Der Trick ist simpel. Packt man eine Datei in ein passwortgeschütztes ZIP File, dann wird der Dateiendung ein '+' angehängt. Aus 'xyz.exe' wird 'xyz.exe+'. Die Virenscanner arbeiten in der Standardeinstellung meist nur bestimmte Dateierweiterungen ab.
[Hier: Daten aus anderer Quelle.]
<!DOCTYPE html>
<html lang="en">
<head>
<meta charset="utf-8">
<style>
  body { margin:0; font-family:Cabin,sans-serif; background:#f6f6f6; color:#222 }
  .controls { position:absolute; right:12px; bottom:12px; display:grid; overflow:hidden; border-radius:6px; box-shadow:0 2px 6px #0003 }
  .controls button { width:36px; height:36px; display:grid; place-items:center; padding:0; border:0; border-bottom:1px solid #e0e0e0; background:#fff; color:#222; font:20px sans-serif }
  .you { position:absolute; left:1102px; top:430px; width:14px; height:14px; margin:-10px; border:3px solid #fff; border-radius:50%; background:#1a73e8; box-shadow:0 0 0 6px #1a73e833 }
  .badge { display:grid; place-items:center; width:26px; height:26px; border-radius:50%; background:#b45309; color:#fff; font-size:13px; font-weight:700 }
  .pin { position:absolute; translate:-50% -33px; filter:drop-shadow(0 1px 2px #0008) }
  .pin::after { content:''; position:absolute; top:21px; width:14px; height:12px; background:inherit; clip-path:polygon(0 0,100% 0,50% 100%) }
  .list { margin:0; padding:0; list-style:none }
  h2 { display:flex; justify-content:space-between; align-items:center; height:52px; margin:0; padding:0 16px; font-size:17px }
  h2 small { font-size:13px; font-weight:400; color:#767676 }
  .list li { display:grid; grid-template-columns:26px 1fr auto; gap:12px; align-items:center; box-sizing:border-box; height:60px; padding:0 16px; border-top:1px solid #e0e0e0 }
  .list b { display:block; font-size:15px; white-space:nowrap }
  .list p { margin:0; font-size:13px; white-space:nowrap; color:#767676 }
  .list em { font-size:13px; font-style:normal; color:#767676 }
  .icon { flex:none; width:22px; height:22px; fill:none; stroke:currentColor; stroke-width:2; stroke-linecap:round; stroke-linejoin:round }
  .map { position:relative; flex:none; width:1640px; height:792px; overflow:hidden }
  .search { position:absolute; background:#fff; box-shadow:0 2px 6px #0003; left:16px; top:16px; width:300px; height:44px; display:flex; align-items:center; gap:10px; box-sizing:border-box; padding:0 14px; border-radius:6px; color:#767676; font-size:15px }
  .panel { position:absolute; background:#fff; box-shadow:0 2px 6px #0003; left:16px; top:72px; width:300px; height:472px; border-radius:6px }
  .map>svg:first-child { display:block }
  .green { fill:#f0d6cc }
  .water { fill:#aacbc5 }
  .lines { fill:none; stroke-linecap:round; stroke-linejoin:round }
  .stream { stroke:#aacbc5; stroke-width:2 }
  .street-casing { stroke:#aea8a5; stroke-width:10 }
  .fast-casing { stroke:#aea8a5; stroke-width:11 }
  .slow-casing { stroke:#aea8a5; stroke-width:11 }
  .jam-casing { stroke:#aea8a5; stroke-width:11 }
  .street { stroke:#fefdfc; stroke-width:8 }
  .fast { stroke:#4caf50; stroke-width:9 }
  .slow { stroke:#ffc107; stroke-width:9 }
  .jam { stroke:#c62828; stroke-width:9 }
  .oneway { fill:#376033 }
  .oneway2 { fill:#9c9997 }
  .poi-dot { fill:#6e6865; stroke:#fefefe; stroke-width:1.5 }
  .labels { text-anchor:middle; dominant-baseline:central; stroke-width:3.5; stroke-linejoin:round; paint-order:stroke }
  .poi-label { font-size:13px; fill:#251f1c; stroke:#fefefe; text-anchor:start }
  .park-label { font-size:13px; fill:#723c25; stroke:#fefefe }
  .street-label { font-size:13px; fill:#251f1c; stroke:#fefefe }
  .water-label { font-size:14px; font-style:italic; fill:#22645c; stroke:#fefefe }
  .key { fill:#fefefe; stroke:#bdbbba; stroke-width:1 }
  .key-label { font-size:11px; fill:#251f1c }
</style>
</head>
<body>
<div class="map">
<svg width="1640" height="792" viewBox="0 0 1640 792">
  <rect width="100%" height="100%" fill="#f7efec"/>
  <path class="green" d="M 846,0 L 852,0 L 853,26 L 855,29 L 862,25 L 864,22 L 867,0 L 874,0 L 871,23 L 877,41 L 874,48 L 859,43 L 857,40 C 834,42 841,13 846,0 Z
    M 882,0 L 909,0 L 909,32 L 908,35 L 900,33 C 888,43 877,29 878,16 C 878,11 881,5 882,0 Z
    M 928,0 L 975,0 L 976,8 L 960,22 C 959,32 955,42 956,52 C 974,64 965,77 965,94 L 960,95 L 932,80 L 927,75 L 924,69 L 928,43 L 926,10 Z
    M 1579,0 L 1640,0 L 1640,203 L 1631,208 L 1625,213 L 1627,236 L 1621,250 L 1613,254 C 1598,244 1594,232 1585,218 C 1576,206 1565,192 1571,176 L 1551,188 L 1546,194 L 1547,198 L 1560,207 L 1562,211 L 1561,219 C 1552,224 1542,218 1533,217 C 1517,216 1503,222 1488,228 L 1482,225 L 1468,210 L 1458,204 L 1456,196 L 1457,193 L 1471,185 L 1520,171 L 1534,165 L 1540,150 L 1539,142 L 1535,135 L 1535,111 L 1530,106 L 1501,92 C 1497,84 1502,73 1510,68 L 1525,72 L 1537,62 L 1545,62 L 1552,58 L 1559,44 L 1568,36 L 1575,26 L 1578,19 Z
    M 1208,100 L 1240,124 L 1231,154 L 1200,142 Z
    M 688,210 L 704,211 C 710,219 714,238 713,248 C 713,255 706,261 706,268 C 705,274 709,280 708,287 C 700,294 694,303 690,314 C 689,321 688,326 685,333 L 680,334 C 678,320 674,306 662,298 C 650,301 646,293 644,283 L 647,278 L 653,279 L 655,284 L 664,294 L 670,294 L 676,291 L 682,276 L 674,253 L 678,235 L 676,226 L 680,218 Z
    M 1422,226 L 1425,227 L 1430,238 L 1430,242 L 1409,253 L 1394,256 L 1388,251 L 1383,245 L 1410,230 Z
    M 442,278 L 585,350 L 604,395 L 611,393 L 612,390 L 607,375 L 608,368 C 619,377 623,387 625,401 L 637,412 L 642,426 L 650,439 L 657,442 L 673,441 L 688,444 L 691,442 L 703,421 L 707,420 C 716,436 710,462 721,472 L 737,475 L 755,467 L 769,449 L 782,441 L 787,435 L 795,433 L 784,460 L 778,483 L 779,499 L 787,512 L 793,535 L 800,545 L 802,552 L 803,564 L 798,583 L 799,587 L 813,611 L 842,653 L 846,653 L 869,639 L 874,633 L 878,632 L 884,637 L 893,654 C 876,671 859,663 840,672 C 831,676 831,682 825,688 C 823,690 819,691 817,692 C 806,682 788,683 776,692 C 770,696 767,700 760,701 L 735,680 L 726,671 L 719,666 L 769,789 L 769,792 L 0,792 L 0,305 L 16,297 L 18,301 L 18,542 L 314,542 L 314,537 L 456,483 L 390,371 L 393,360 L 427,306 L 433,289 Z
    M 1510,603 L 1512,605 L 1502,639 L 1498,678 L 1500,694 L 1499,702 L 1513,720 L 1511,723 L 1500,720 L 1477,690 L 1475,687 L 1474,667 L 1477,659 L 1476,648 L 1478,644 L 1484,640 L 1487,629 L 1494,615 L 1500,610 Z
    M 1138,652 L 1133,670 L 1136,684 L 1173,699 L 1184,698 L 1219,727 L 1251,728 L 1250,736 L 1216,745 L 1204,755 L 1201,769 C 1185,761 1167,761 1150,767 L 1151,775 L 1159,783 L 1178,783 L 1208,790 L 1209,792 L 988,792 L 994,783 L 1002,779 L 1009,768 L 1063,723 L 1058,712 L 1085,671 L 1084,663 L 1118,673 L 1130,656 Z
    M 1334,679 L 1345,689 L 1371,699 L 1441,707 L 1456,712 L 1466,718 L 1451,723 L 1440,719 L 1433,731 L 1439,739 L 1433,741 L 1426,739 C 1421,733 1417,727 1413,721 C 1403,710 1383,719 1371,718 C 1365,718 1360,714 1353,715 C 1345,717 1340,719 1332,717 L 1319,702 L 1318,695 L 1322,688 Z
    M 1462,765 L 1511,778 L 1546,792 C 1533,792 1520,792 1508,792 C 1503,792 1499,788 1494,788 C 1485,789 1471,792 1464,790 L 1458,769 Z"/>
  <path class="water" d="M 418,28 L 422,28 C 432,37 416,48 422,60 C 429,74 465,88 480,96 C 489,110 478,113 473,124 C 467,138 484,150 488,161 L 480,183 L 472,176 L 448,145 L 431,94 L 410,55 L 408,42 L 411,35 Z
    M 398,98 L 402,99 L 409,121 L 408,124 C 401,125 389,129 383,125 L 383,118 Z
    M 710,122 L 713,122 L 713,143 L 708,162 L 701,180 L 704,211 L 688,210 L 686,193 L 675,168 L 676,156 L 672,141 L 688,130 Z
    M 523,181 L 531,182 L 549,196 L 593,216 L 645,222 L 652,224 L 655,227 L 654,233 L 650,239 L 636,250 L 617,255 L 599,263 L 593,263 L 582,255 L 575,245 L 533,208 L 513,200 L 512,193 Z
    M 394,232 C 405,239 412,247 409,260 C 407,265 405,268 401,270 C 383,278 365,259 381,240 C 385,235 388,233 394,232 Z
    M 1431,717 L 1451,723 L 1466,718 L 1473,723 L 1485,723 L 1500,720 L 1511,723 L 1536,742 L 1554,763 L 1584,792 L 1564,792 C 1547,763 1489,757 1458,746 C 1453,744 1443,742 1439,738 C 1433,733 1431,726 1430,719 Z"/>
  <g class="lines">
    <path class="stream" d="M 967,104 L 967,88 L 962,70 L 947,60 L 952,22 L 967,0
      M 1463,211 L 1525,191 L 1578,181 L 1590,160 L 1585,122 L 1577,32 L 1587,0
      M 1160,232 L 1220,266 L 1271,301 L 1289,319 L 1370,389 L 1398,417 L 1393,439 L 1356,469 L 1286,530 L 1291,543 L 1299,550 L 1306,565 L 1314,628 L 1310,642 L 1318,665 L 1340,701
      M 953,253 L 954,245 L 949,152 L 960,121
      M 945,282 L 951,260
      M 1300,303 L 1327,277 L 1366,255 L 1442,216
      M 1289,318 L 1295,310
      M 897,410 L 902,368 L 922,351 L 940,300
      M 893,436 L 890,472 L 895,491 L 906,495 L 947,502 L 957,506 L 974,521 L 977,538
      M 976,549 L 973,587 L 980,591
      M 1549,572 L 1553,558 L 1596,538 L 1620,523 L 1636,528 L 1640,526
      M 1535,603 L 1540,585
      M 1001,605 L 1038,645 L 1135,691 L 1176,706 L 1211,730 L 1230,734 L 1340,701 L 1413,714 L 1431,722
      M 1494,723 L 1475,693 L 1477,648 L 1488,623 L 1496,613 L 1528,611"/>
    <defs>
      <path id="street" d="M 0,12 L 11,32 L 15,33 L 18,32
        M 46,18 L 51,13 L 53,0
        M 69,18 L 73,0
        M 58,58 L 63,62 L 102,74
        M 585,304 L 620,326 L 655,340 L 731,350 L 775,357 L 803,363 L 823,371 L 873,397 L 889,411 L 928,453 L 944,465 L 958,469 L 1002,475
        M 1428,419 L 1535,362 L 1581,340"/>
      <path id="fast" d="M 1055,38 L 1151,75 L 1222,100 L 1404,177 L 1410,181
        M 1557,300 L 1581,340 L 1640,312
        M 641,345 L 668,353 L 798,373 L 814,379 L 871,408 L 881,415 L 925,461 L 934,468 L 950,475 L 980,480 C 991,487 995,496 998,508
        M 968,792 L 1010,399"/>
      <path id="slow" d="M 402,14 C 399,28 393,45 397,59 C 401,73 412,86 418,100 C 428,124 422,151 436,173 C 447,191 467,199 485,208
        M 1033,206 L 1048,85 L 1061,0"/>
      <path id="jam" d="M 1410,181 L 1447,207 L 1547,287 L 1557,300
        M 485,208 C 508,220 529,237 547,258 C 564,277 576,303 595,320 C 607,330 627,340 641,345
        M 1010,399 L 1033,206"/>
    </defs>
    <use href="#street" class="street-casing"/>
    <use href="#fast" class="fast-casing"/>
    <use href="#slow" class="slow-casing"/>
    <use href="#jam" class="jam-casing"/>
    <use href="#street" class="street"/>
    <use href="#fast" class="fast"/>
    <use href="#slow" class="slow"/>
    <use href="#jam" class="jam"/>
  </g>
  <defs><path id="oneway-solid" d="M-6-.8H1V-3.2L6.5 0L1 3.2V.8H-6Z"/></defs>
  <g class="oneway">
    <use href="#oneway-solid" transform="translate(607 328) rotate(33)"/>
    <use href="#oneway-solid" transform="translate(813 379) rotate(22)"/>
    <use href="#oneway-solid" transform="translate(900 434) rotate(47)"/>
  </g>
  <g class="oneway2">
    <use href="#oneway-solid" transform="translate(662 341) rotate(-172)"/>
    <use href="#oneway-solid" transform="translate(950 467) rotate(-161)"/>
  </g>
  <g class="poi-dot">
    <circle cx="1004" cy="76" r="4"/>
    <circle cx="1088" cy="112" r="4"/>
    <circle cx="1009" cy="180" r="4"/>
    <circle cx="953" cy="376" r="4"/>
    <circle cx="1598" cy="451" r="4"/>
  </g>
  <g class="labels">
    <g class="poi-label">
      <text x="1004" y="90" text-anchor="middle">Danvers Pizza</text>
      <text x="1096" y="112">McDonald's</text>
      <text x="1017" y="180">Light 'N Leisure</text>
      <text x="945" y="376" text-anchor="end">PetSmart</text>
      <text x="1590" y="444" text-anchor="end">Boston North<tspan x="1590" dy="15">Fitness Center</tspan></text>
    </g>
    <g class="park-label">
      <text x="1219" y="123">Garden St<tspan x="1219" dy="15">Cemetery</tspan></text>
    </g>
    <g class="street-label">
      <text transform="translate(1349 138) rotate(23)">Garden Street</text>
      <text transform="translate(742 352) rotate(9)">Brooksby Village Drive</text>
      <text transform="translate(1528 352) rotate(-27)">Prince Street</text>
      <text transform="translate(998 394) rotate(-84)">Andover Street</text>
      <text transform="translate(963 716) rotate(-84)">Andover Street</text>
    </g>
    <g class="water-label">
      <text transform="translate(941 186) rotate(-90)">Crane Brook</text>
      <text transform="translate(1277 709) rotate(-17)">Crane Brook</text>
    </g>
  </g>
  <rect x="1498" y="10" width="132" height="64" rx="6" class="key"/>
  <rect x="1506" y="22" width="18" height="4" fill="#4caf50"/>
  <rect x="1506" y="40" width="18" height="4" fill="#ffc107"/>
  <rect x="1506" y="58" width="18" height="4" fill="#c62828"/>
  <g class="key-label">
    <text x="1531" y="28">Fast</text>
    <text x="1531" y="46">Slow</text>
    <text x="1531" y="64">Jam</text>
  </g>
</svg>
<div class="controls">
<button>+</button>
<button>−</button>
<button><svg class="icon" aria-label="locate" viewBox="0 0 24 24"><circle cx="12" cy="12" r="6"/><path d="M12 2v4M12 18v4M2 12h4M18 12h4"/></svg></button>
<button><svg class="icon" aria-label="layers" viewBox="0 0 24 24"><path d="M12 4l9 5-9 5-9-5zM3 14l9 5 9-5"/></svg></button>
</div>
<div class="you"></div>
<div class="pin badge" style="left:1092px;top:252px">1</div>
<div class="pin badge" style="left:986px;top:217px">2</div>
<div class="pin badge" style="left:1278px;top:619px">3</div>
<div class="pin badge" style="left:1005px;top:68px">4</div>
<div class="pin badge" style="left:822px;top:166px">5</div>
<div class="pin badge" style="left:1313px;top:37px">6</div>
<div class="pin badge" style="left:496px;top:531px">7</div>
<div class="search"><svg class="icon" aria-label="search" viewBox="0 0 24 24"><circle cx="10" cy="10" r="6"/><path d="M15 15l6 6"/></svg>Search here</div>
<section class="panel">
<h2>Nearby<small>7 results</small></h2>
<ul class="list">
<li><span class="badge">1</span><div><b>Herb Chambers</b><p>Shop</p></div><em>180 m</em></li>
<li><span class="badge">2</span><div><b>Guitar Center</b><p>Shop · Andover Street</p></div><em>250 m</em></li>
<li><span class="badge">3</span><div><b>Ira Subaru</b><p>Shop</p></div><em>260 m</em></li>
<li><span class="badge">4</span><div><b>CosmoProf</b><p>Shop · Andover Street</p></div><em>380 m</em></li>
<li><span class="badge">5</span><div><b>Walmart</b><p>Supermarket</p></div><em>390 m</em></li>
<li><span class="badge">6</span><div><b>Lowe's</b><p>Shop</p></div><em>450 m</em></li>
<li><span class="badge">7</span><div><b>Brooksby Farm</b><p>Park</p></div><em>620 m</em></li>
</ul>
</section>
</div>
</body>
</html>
Abhängig vom Scanner muß man also einstellen, dass er alle Dateien scannen soll oder händisch 'exe+' in die Liste der abzuarbeitenden Dateierweiterungen eintragen.

Bei uns im Netzwerk ist zB der Versand der typischen Dateianhänge dieses Wurmes mailserverseitig geblockt, und die Content/Virenscanner an den  Gateways haben die Würmer recht zuverlässig abgewiesen (es wird der gesamte TCP/IP Verkehr von Contentscannern nach Viren- und Exploitsignaturen gescannt).


----------



## virenscanner (3 März 2004)

Das triffts leider nicht....
Sooo simpel ist der Trick nämlich nicht.

Auch wenn "alle Dateien" eingestellt seien sollte, kann ein Virenscanner das mit Passwort versehen ZIP-Archiv nicht scannen (solange der Virenscanner nicht das Passwort kennt).


----------



## Counselor (3 März 2004)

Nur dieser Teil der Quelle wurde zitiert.